He changed abruptly into the Sword motive, which he gave with a violent flourish, and then he left the piano. ’I do beg you not to wake my children,’ said his wife.
‘Your children must get used to my piano,’ said he. ’Now, then, what about these two sisters?’
I pulled the Gazette from my pocket and handed it to him. He read aloud the passage describing the magic night on the lake.
‘I don’t know who they were,’ he said. ’Probably something tasty from the Hanbridge Empire.’

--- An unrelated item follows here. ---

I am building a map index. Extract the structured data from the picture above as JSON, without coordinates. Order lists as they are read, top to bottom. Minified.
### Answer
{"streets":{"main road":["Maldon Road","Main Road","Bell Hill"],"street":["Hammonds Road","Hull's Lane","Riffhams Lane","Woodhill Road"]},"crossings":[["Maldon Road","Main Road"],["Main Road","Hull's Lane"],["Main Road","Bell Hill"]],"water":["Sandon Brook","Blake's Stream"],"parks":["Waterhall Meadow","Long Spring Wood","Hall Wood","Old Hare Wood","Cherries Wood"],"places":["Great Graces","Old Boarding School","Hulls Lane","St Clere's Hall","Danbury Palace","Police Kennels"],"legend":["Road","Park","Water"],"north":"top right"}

We both observed a faint, amused smile on the face of Mrs Brindley, the smile of a woman who has suddenly discovered in her brain a piece of knowledge rare and piquant.

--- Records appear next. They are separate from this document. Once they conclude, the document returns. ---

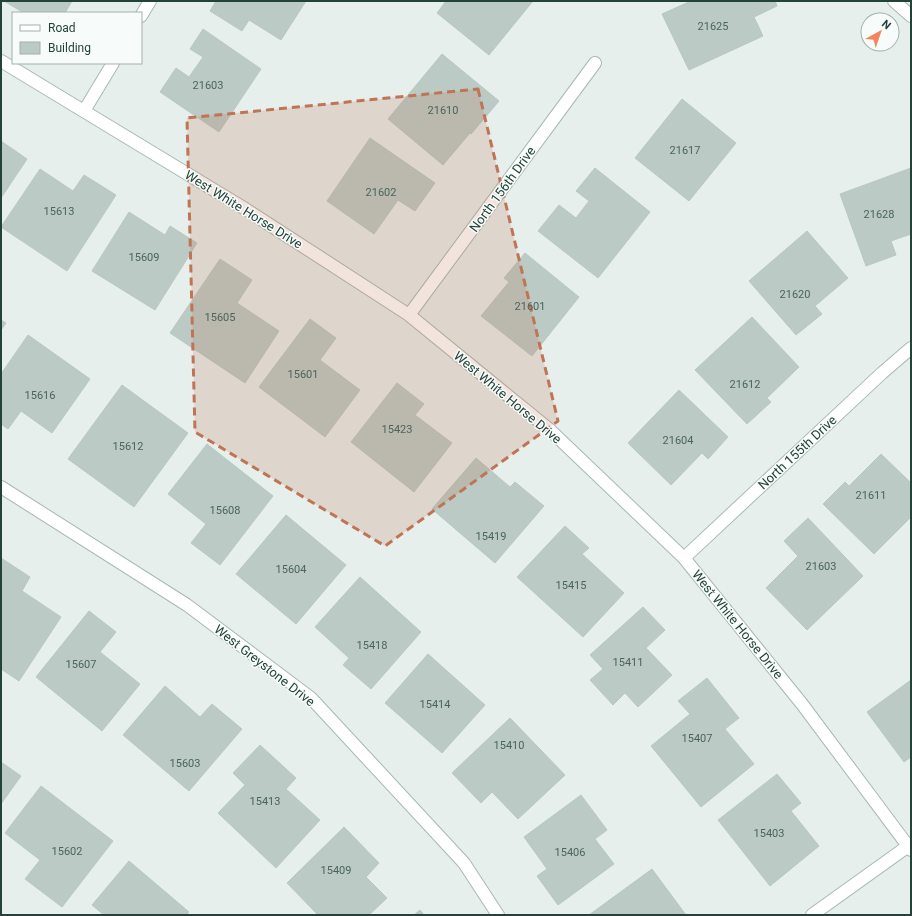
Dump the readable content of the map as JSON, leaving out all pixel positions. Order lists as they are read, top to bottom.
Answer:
{
  "streets": {
    "street": [
      "North 156th Drive",
      "West White Horse Drive",
      "North 155th Drive",
      "West Greystone Drive"
    ]
  },
  "crossings": [
    ["North 156th Drive", "West White Horse Drive"],
    ["West White Horse Drive", "North 155th Drive"]
  ],
  "house_numbers": [
    "21625",
    "21603",
    "21610",
    "21617",
    "21602",
    "15613",
    "21628",
    "15609",
    "21620",
    "21601",
    "15605",
    "15601",
    "21612",
    "15616",
    "15423",
    "21604",
    "15612",
    "21611",
    "15608",
    "15419",
    "21603",
    "15604",
    "15415",
    "15418",
    "15411",
    "15607",
    "15414",
    "15407",
    "15410",
    "15603",
    "15413",
    "15403",
    "15602",
    "15406",
    "15409"
  ],
  "legend": ["Road", "Building"],
  "north": "top right"
}
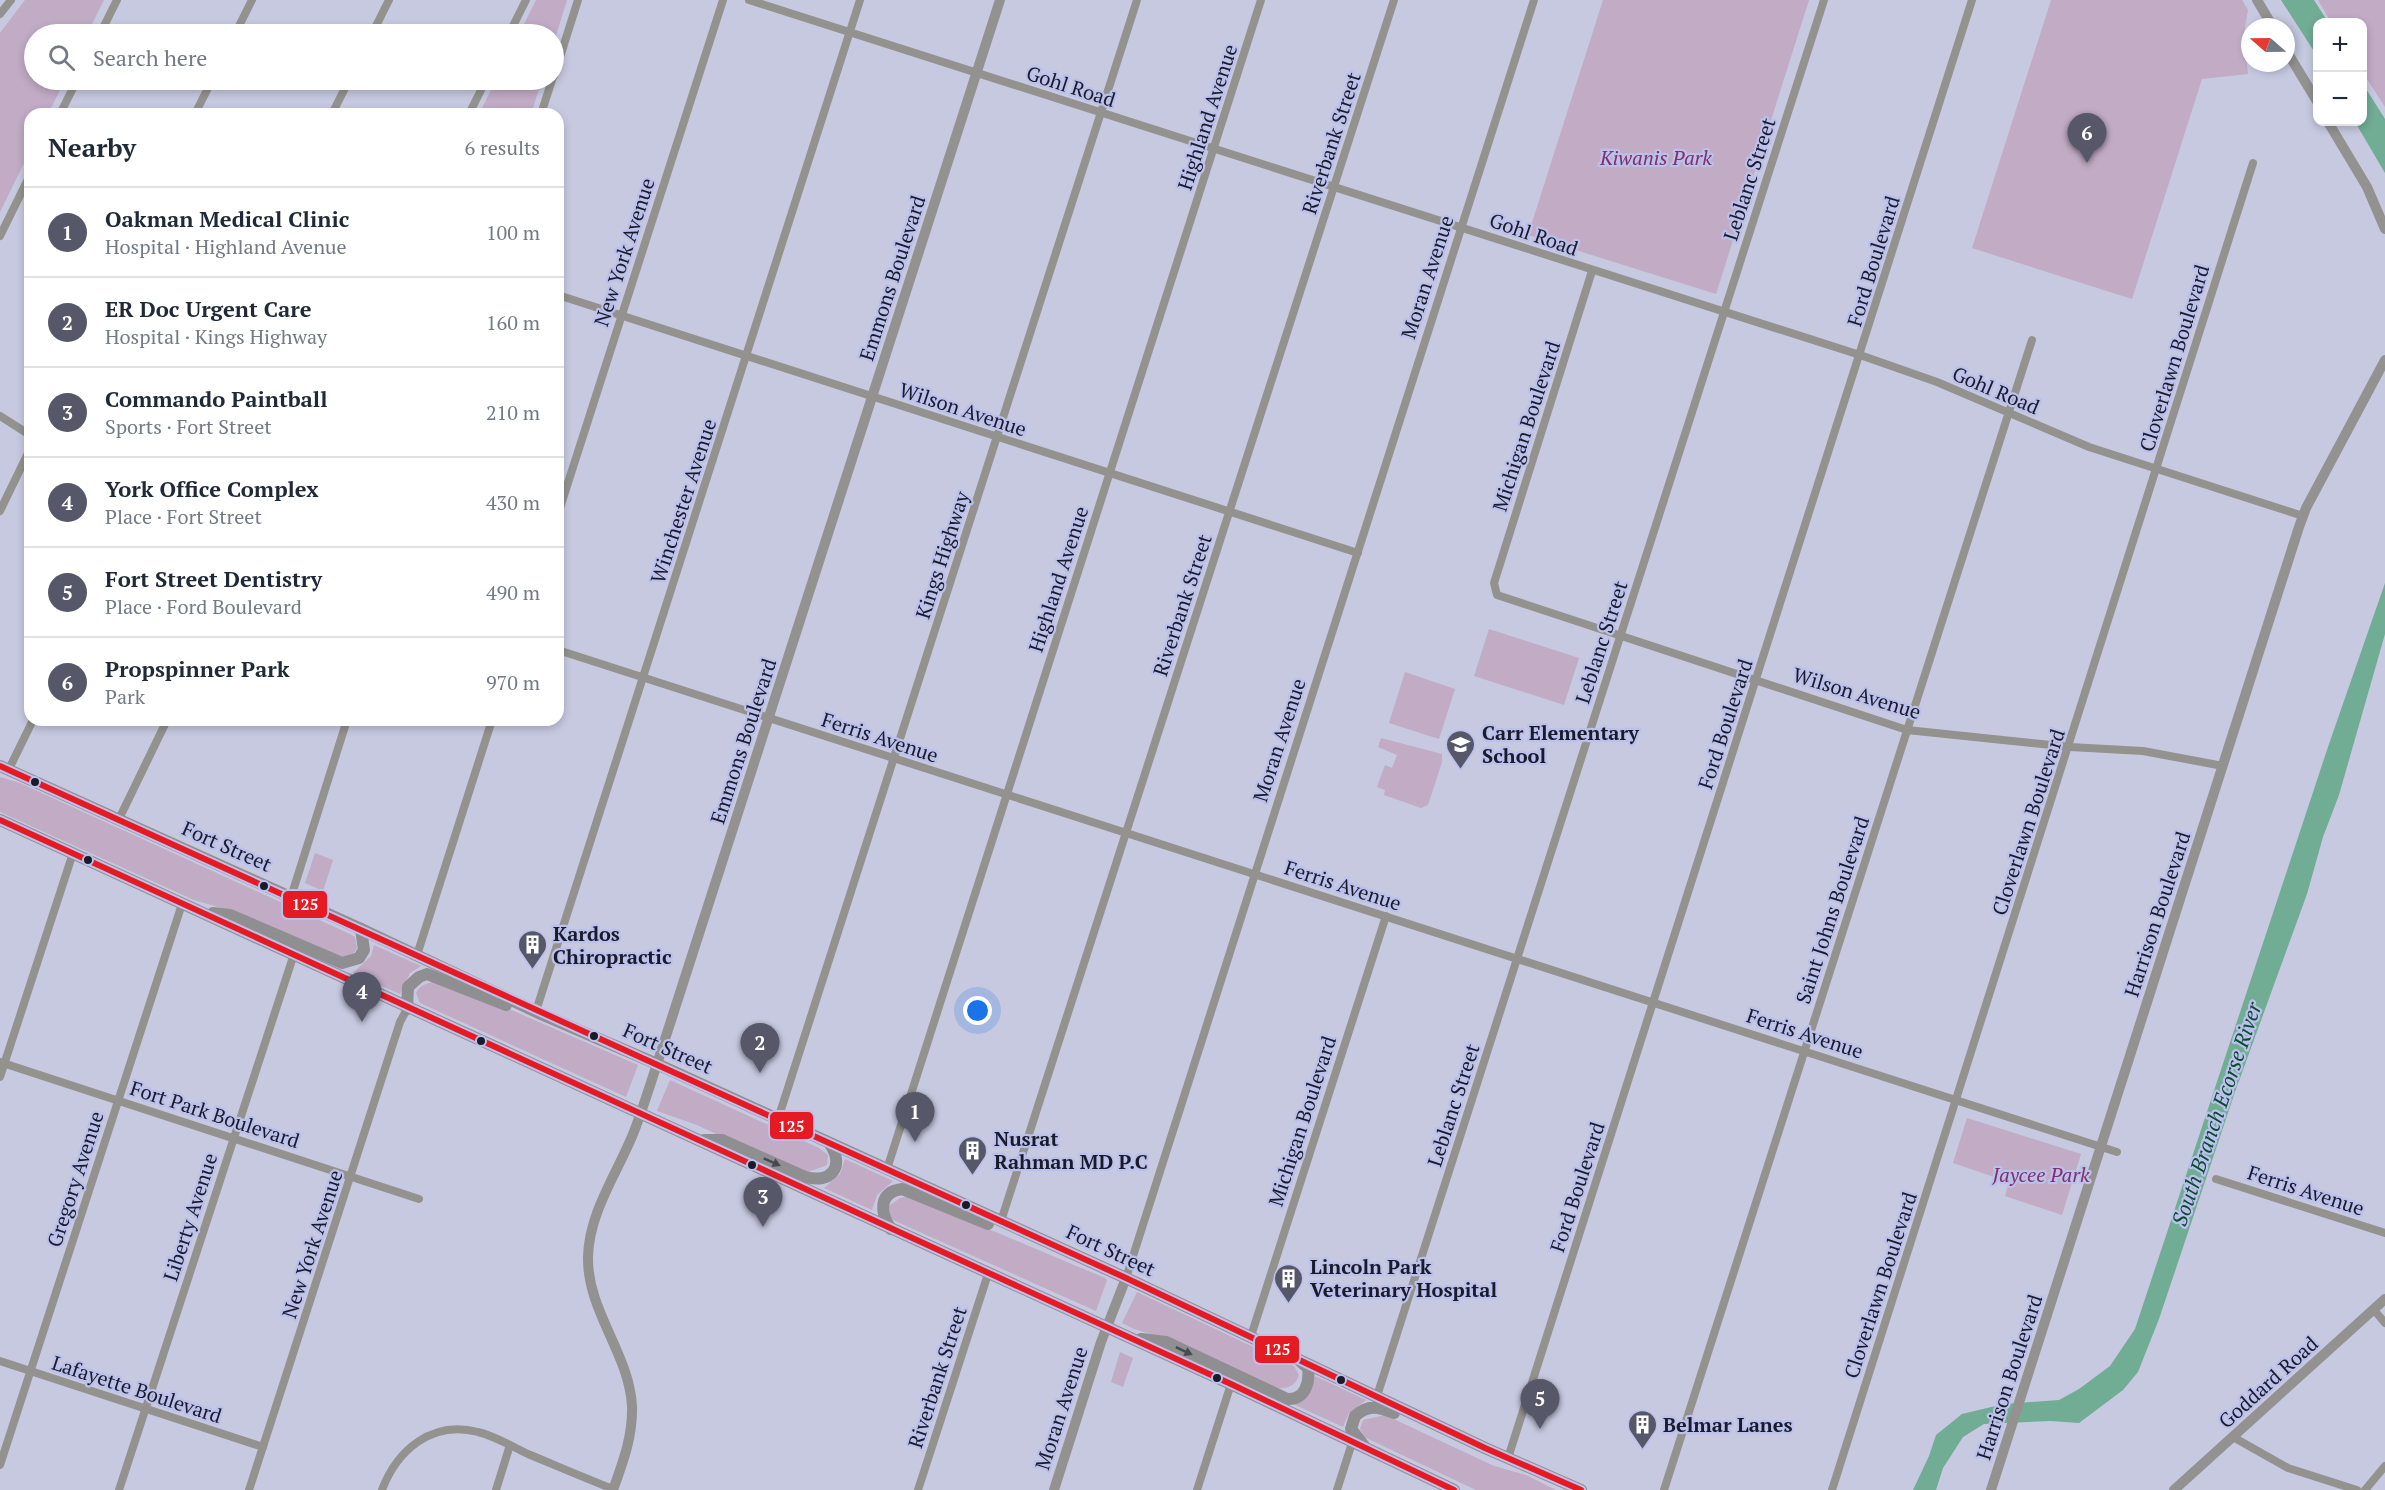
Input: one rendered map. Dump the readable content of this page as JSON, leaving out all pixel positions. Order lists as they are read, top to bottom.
{
  "streets": {
    "main road": ["Fort Street"],
    "street": [
      "Gohl Road",
      "Highland Avenue",
      "Riverbank Street",
      "Leblanc Street",
      "New York Avenue",
      "Ford Boulevard",
      "Moran Avenue",
      "Emmons Boulevard",
      "Cloverlawn Boulevard",
      "Wilson Avenue",
      "Michigan Boulevard",
      "Winchester Avenue",
      "Kings Highway",
      "Ferris Avenue",
      "Saint Johns Boulevard",
      "Harrison Boulevard",
      "Fort Park Boulevard",
      "Gregory Avenue",
      "Liberty Avenue",
      "Goddard Road",
      "Lafayette Boulevard"
    ]
  },
  "crossings": [
    ["Gohl Road", "Highland Avenue"],
    ["Gohl Road", "Riverbank Street"],
    ["Gohl Road", "Leblanc Street"],
    ["Gohl Road", "Ford Boulevard"],
    ["Gohl Road", "Moran Avenue"],
    ["Gohl Road", "Emmons Boulevard"],
    ["Gohl Road", "Cloverlawn Boulevard"],
    ["Gohl Road", "Michigan Boulevard"],
    ["Gohl Road", "Winchester Avenue"],
    ["Gohl Road", "Kings Highway"],
    ["Gohl Road", "Saint Johns Boulevard"],
    ["Gohl Road", "Harrison Boulevard"],
    ["Highland Avenue", "Wilson Avenue"],
    ["Highland Avenue", "Ferris Avenue"],
    ["Highland Avenue", "Fort Street"],
    ["Riverbank Street", "Wilson Avenue"],
    ["Riverbank Street", "Ferris Avenue"],
    ["Riverbank Street", "Fort Street"],
    ["Leblanc Street", "Wilson Avenue"],
    ["Leblanc Street", "Ferris Avenue"],
    ["Leblanc Street", "Fort Street"],
    ["New York Avenue", "Wilson Avenue"],
    ["New York Avenue", "Fort Park Boulevard"],
    ["New York Avenue", "Lafayette Boulevard"],
    ["Ford Boulevard", "Wilson Avenue"],
    ["Ford Boulevard", "Ferris Avenue"],
    ["Ford Boulevard", "Fort Street"],
    ["Moran Avenue", "Wilson Avenue"],
    ["Moran Avenue", "Ferris Avenue"],
    ["Moran Avenue", "Fort Street"],
    ["Emmons Boulevard", "Wilson Avenue"],
    ["Emmons Boulevard", "Ferris Avenue"],
    ["Emmons Boulevard", "Fort Street"],
    ["Cloverlawn Boulevard", "Wilson Avenue"],
    ["Cloverlawn Boulevard", "Ferris Avenue"],
    ["Wilson Avenue", "Michigan Boulevard"],
    ["Wilson Avenue", "Winchester Avenue"],
    ["Wilson Avenue", "Kings Highway"],
    ["Wilson Avenue", "Saint Johns Boulevard"],
    ["Wilson Avenue", "Harrison Boulevard"],
    ["Michigan Boulevard", "Ferris Avenue"],
    ["Michigan Boulevard", "Fort Street"],
    ["Winchester Avenue", "Ferris Avenue"],
    ["Winchester Avenue", "Fort Street"],
    ["Kings Highway", "Ferris Avenue"],
    ["Kings Highway", "Fort Street"],
    ["Ferris Avenue", "Saint Johns Boulevard"],
    ["Ferris Avenue", "Harrison Boulevard"],
    ["Fort Park Boulevard", "Gregory Avenue"],
    ["Fort Park Boulevard", "Liberty Avenue"],
    ["Gregory Avenue", "Lafayette Boulevard"],
    ["Liberty Avenue", "Lafayette Boulevard"]
  ],
  "water": ["South Branch Ecorse River"],
  "parks": ["Kiwanis Park", "Jaycee Park"],
  "places": {
    "school or university": ["Carr Elementary School"],
    "building": [
      "Kardos Chiropractic",
      "Nusrat Rahman MD P.C",
      "Lincoln Park Veterinary Hospital",
      "Belmar Lanes"
    ]
  },
  "lines": ["transit line 125"],
  "north": "left",
  "page": {
    "map_buttons": ["+", "−"],
    "search": "Search here",
    "heading": ["Nearby", "6 results"],
    "pins": [
      "6",
      "4",
      "2",
      "1",
      "3",
      "5"
    ],
    "list": [
      {
        "mark": "1",
        "name": "Oakman Medical Clinic",
        "note": "Hospital · Highland Avenue",
        "value": "100 m"
      },
      {
        "mark": "2",
        "name": "ER Doc Urgent Care",
        "note": "Hospital · Kings Highway",
        "value": "160 m"
      },
      {
        "mark": "3",
        "name": "Commando Paintball",
        "note": "Sports · Fort Street",
        "value": "210 m"
      },
      {
        "mark": "4",
        "name": "York Office Complex",
        "note": "Place · Fort Street",
        "value": "430 m"
      },
      {
        "mark": "5",
        "name": "Fort Street Dentistry",
        "note": "Place · Ford Boulevard",
        "value": "490 m"
      },
      {
        "mark": "6",
        "name": "Propspinner Park",
        "note": "Park",
        "value": "970 m"
      }
    ]
  }
}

‘I can guess who they were,’ she said. ‘In fact, I’m sure.’
‘Who?’
‘Annie Brett and—you know who.’
‘What, down at the Tiger?’
‘Certainly. Hush!’ Mrs Brindley ran to the door and, opening it, listened. The faint, fretful cry of a child reached us. ’There! You’ve done it! I told you you would!’
She disappeared. Mr Brindley whistled.
‘And who is Annie Brett?’ I inquired.
‘Look here,’ said he, with a peculiar inflection. ’Would you like to see her?’
‘I should,’ I said with decision.
’Well, come on, then. We’ll go down to the Tiger and have a drop of something.’
‘And the other sister?’ I asked.
‘The other sister is Mrs Oliver Colclough,’ he answered. ’Curious, ain’t it?’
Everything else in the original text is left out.